For the first time, Fukushima Daiichi’s operator TEPCO says it is planning to pump contaminated water from the crippled nuclear plant and dump it into the ocean after processing it to remove radioactive materials.
Tokyo Electric Power Company (TEPCO), the operator of the
crippled nuclear plant, is in talks with government ministries
about the new plan, Japanese media reported on Thursday.
TEPCO has dumped water into the ocean numerous times after testing its safety. However, if this plan is approved, it will be the first time the company has released water that has already been contaminated.
The plan is aimed at battling the growing amounts of contaminated water accumulating in the plant’s buildings and to reduce the volume of groundwater that is flowing through the premises and becoming contaminated.
Some 400 tons of untainted groundwater are believed to be seeping into the buildings and mixing with toxic water generated in the process of cooling the crippled reactors on a daily basis.
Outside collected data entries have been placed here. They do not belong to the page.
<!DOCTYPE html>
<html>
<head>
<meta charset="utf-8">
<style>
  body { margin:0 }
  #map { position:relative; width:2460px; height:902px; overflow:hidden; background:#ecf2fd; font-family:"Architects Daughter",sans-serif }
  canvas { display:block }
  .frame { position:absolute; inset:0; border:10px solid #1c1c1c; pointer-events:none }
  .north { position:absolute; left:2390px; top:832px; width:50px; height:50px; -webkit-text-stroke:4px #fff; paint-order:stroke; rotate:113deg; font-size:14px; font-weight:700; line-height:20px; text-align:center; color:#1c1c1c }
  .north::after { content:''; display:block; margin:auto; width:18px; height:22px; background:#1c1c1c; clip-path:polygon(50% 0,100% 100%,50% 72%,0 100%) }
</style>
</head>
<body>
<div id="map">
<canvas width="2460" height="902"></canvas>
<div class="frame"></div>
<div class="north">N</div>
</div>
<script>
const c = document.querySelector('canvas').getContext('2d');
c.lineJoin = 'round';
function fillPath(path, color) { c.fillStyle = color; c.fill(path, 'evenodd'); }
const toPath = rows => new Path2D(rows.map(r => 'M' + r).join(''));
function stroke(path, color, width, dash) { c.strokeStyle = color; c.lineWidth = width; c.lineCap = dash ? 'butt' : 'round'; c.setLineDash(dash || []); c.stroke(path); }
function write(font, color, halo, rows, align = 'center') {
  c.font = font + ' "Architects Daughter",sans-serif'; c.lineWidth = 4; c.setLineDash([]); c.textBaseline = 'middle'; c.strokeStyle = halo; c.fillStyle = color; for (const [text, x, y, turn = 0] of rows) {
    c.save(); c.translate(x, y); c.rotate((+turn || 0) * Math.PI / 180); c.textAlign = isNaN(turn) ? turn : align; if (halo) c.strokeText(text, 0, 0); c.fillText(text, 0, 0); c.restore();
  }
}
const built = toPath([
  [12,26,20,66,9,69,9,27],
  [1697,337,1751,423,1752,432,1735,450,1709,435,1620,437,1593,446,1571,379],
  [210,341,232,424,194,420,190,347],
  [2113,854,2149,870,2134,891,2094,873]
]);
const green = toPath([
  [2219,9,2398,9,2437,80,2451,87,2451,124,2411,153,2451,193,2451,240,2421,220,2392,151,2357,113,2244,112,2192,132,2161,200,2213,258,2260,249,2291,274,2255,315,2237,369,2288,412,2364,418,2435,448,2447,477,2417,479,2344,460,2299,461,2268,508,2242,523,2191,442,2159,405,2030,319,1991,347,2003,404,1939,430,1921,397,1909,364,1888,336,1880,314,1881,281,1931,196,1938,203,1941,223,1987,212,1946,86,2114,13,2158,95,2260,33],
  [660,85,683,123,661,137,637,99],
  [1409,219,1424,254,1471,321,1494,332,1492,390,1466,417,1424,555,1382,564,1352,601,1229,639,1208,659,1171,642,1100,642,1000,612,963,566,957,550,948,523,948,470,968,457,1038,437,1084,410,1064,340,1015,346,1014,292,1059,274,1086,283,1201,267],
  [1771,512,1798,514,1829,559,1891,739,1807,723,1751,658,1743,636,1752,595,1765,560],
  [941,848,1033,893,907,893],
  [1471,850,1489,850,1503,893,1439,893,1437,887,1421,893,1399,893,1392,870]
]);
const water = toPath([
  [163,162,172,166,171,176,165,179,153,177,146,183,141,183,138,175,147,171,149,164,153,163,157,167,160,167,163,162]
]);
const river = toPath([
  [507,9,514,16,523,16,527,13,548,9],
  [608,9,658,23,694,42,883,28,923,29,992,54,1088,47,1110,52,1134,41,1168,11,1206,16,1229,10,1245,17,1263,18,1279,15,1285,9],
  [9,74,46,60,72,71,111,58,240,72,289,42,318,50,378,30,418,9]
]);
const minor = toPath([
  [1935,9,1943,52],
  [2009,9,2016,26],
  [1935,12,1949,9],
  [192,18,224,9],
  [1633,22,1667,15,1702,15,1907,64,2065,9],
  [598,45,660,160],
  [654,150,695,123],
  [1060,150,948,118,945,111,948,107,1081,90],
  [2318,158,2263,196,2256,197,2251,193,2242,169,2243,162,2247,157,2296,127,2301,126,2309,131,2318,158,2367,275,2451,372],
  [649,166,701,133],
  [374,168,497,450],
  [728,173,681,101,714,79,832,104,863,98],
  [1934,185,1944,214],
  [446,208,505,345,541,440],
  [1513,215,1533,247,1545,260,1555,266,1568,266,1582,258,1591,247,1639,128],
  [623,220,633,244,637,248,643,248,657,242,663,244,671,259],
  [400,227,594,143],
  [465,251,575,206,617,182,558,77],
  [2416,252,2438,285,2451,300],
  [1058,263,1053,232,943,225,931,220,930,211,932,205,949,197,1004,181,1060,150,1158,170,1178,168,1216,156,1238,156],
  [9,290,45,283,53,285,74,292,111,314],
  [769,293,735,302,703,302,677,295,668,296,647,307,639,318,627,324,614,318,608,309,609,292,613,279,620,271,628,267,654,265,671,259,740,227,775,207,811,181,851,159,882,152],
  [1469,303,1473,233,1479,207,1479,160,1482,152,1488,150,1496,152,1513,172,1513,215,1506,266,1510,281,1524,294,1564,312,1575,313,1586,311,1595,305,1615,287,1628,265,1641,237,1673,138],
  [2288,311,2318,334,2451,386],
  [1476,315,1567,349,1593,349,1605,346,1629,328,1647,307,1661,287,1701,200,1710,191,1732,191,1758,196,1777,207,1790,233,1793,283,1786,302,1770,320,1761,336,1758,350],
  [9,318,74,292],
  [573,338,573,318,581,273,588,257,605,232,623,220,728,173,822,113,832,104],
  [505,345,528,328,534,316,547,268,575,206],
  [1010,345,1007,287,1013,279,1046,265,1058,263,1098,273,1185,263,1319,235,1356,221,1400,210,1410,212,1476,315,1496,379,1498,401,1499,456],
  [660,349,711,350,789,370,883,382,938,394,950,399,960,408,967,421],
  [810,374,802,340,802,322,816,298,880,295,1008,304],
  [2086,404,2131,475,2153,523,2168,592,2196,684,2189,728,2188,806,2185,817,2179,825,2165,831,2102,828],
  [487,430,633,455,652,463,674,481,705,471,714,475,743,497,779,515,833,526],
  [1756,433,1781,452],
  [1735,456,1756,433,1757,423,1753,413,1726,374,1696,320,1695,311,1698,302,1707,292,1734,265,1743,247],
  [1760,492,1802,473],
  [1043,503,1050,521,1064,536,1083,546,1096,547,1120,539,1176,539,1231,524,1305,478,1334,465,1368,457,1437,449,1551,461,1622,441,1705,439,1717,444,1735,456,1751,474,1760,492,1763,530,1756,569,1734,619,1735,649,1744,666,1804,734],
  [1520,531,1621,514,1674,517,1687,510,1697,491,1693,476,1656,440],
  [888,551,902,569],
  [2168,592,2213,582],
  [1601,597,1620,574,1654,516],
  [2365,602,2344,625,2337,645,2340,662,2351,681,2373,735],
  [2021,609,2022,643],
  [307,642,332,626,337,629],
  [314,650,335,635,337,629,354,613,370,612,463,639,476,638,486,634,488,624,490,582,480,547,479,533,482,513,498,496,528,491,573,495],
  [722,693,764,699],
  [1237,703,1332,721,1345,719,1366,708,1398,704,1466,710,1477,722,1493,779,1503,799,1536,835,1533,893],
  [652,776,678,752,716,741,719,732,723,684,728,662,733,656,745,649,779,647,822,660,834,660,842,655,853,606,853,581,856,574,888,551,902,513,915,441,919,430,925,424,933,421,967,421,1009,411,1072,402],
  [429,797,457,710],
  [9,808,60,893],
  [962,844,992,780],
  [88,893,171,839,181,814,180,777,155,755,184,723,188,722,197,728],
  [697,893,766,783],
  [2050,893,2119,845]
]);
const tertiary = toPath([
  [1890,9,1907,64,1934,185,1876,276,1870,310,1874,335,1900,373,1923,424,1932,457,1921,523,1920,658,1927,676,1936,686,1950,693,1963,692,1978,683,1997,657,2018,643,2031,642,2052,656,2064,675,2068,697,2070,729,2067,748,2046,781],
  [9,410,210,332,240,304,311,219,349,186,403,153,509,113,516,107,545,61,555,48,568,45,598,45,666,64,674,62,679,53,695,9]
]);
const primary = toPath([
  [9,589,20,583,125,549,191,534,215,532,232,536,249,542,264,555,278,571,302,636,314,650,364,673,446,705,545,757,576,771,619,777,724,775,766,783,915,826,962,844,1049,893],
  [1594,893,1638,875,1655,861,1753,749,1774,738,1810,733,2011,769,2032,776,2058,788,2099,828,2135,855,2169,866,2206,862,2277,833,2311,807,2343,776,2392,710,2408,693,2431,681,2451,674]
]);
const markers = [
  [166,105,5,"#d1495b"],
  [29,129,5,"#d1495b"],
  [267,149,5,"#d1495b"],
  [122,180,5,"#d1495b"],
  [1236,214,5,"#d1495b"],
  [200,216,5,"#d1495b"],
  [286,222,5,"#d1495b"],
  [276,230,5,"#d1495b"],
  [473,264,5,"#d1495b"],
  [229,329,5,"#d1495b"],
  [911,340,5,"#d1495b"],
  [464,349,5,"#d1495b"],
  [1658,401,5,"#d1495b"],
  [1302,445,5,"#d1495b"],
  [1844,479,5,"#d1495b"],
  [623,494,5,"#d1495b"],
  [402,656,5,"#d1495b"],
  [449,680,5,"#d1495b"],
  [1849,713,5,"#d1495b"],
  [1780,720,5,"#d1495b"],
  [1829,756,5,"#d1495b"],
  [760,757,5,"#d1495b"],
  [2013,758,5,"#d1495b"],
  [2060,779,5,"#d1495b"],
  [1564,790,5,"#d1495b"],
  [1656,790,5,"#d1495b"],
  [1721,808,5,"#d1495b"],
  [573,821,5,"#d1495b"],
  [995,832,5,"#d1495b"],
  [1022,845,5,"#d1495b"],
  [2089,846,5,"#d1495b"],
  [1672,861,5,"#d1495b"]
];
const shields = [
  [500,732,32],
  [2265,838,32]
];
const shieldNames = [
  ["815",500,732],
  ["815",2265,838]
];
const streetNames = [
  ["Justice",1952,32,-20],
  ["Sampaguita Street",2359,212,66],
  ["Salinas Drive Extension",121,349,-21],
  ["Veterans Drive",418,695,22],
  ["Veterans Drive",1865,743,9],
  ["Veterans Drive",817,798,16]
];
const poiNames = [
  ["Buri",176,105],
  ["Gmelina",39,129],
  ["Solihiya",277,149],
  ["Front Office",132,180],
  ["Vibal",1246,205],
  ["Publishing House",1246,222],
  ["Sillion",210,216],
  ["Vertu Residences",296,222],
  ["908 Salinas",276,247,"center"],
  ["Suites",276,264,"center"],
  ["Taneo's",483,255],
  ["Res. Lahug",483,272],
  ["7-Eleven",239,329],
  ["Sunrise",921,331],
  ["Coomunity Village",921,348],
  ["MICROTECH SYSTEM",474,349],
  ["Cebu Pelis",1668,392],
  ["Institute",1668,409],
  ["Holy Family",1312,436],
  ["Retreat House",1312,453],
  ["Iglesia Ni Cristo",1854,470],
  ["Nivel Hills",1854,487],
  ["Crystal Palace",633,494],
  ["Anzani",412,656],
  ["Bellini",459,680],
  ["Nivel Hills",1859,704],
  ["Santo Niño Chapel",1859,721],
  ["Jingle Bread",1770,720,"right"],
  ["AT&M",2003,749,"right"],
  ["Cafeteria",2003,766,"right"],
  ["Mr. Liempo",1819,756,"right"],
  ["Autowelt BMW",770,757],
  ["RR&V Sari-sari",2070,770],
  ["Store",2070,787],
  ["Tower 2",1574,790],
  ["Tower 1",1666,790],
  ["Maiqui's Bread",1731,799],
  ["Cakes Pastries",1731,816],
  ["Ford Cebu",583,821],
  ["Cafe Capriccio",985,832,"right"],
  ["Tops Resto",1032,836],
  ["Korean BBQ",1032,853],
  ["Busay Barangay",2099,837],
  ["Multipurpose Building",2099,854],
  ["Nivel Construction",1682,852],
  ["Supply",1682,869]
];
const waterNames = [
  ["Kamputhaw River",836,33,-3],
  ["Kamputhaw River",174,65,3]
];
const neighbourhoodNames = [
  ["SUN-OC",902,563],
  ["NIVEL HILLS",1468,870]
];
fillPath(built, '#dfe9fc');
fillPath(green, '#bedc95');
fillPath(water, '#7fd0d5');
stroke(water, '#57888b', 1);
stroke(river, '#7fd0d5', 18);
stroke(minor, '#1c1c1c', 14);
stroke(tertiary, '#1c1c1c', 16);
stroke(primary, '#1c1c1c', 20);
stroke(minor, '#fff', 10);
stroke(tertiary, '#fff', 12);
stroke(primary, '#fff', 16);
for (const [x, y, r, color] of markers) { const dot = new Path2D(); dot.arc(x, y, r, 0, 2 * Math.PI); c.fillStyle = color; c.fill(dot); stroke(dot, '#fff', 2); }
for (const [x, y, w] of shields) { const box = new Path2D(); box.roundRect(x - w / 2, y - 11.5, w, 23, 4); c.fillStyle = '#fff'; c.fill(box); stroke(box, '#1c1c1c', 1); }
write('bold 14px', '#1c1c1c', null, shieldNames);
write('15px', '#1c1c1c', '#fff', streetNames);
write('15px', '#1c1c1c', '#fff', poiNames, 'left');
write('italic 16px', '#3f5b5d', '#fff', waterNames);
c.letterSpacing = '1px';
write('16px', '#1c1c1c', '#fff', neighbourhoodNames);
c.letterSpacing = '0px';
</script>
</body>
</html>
The new plan would involve subdrains that were built around
buildings on the plant site. The 27 subdrains were originally
used to collect groundwater and release it into the ocean to
lower the groundwater level. Following the earthquake in March
2011, they were damaged and the groundwater started to get
TEPCO plans to repair the subdrains and create 15 additional ones to reduce the volumes of contaminated water to around 200 tons a day, or half the present level.
According to the plan, TEPCO is to remove radioactive cesium and strontium from the water and release it into the sea.
The Fukushima operator has submitted a request for approval to use the new equipment to the Nuclear Regulation Authority. TEPCO plans to start the process in the autumn.
Government authorities together with TEPCO officials visited local fisheries to explain the plan at the end of July, officials said, adding that they are waiting for the consent of local residents.
It will be difficult for TEPCO to receive approval for the plan,
as the utility has been fiercely criticized over its management
of Fukushima in the wake of the 2011 earthquake-triggered tsunami
that decimated the plant.
"Fishermen are sure to raise objections to the plan so it will be difficult to gain their understanding," an official said, as quoted by Asahi Shimbun. "The water close to the plant buildings is already contaminated."
In May, the company launched a groundwater bypass program aimed at pumping the groundwater at the uphill side of the facility and testing it for radiation, then flushing any uncontaminated water into the Pacific Ocean. The company has also been constructing an underground frozen soil wall to stop groundwater from reaching the plant.